*** Opening Given data ***

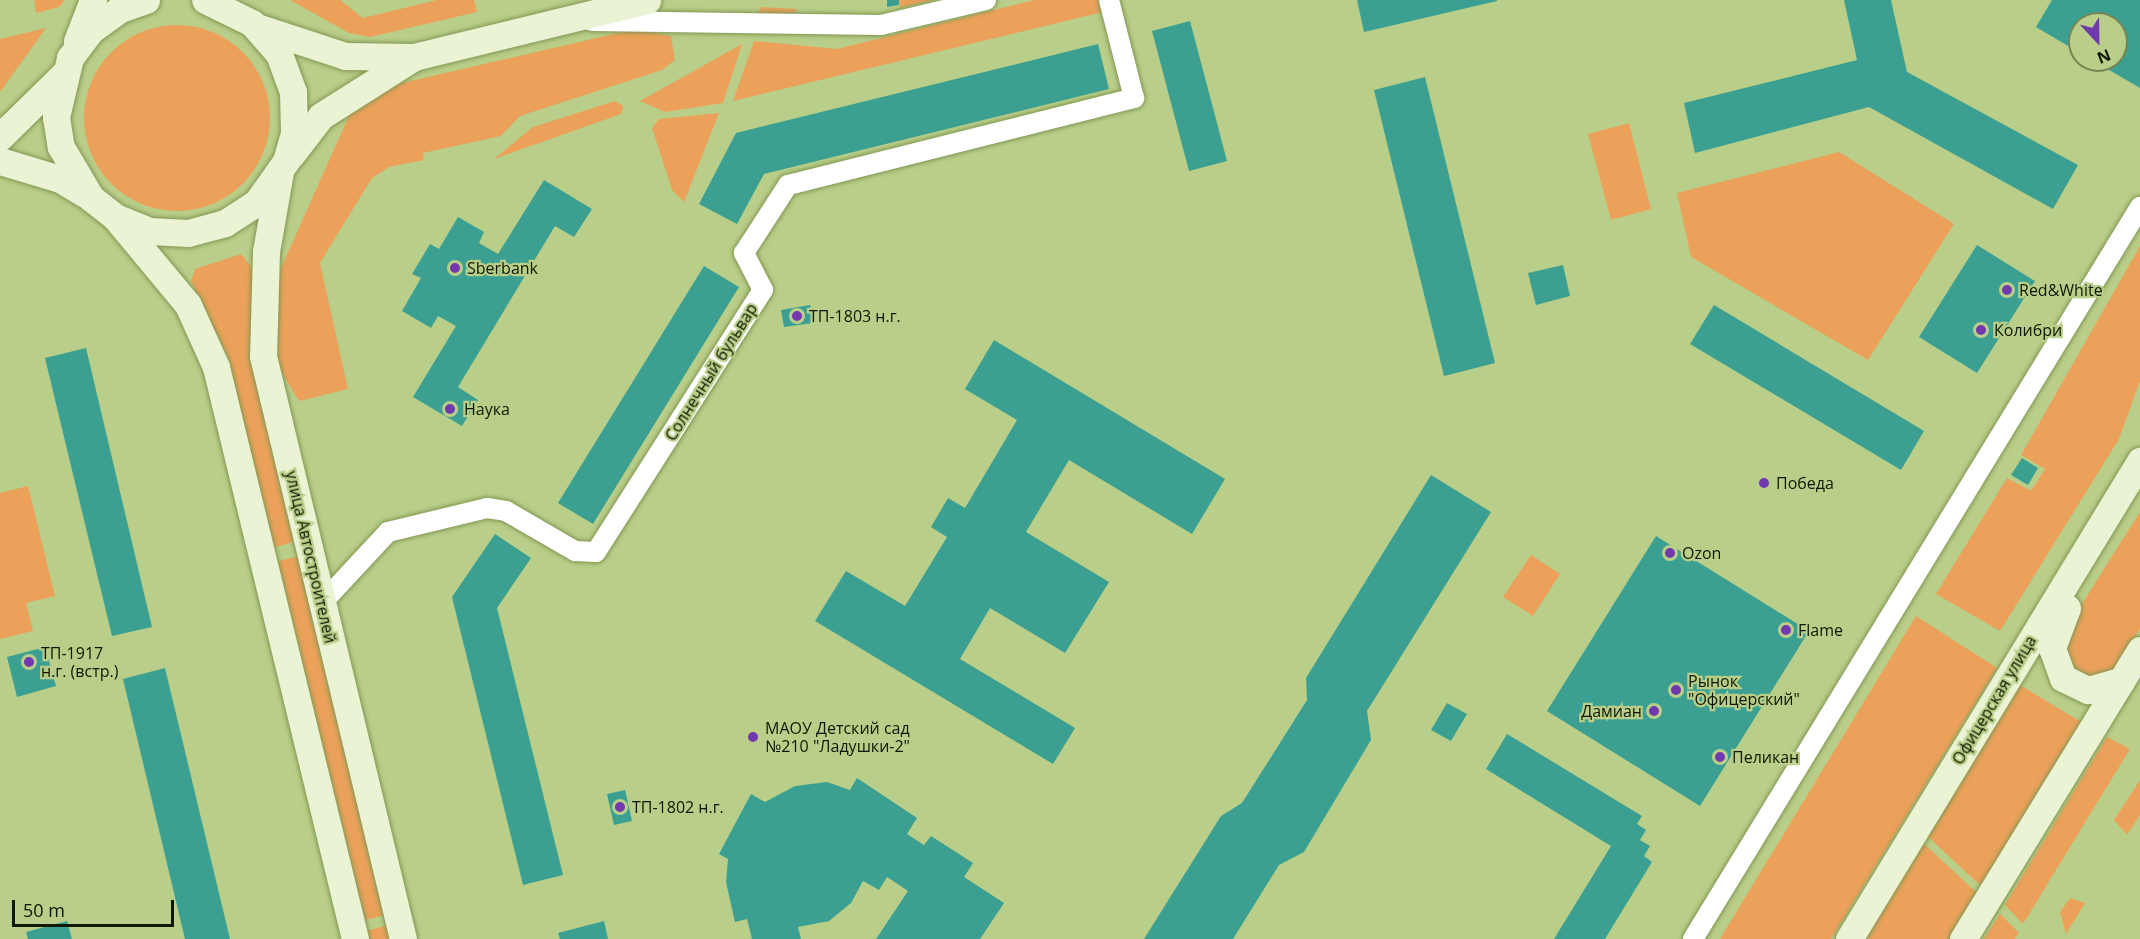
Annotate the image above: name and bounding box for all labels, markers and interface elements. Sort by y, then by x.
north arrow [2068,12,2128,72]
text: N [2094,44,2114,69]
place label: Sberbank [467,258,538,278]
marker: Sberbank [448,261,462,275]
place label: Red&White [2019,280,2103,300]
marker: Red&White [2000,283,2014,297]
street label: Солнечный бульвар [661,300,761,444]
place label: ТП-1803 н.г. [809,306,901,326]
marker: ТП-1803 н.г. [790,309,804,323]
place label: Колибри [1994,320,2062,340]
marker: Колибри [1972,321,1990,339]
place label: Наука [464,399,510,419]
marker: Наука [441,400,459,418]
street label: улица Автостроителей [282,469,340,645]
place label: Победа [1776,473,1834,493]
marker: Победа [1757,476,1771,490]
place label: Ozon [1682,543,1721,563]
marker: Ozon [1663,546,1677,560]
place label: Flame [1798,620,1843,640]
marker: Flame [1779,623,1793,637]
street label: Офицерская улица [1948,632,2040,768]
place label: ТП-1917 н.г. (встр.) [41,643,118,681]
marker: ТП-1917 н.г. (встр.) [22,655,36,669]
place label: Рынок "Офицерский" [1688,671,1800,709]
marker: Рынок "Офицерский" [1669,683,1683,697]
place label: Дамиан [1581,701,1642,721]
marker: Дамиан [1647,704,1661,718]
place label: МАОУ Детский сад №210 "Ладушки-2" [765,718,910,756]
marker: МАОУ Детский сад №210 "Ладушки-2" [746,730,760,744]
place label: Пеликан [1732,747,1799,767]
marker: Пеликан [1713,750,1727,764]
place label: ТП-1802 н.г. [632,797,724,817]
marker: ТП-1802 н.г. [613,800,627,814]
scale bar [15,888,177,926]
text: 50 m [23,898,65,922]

*** Closing Given data ***
*** Opening Given data ***

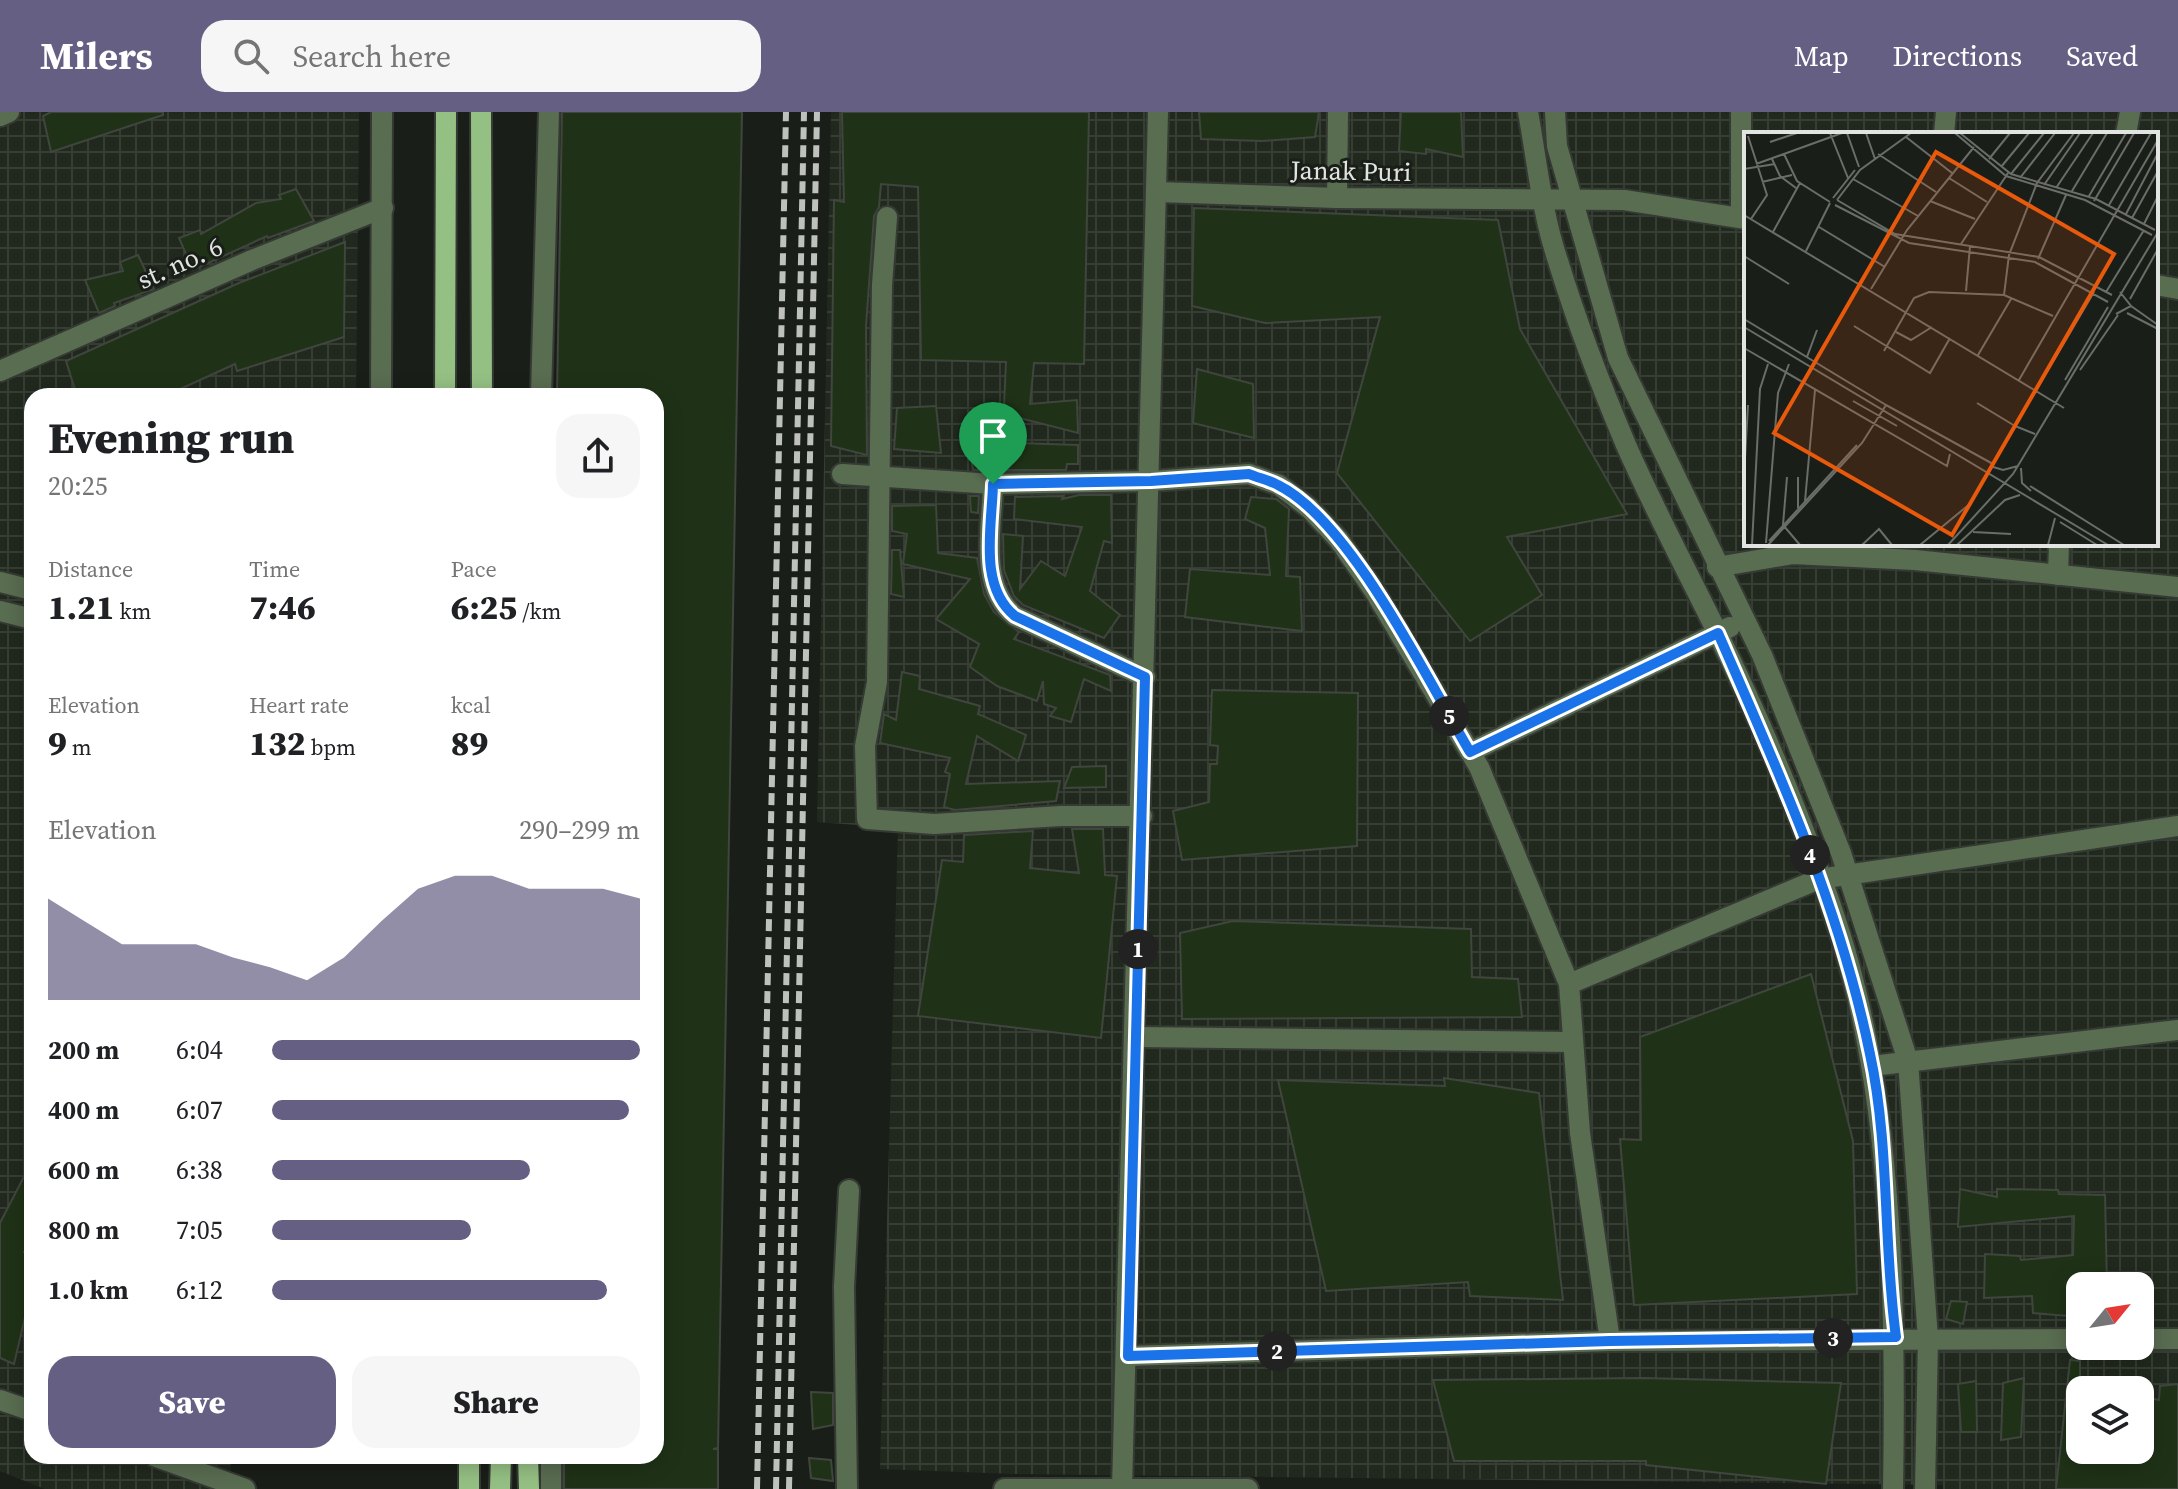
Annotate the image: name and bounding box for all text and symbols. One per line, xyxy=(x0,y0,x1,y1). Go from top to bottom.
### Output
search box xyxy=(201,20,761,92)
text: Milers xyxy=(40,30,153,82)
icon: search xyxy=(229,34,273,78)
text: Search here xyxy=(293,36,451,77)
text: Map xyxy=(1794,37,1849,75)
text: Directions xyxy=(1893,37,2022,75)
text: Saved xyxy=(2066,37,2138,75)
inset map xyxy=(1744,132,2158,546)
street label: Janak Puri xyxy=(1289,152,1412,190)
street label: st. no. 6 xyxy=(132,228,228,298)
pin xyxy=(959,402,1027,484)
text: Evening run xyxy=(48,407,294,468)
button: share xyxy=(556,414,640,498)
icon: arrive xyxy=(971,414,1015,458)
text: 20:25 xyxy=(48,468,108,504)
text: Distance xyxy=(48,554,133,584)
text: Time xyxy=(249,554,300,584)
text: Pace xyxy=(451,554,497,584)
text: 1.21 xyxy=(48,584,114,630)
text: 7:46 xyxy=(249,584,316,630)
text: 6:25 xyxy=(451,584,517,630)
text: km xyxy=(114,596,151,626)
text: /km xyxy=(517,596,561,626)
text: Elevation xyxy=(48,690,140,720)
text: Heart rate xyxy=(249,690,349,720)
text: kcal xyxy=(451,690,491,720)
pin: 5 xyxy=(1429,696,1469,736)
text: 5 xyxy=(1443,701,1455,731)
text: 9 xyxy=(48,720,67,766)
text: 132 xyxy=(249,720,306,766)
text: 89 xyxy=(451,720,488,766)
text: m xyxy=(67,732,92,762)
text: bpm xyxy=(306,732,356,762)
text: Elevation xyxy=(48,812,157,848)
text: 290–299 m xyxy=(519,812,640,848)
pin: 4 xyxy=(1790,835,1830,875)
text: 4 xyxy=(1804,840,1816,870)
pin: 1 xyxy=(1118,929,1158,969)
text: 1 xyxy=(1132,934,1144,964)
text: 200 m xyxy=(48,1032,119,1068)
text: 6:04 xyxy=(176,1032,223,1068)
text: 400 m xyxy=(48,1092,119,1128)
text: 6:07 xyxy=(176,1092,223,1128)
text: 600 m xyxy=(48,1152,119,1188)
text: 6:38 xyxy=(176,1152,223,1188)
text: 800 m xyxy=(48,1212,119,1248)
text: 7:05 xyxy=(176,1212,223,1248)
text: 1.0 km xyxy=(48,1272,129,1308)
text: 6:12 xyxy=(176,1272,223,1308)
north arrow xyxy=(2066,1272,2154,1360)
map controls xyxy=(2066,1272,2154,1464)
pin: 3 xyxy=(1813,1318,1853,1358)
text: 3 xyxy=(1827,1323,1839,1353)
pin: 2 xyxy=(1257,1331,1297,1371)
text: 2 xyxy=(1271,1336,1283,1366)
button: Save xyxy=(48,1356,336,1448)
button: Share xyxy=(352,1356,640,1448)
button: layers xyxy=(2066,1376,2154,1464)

*** Closing Given data ***

**Requirement:** Your reply should hold every line from the data that contains "north", copied in full.

**Answer section:**
north arrow [2068,12,2128,72]
north arrow xyxy=(2066,1272,2154,1360)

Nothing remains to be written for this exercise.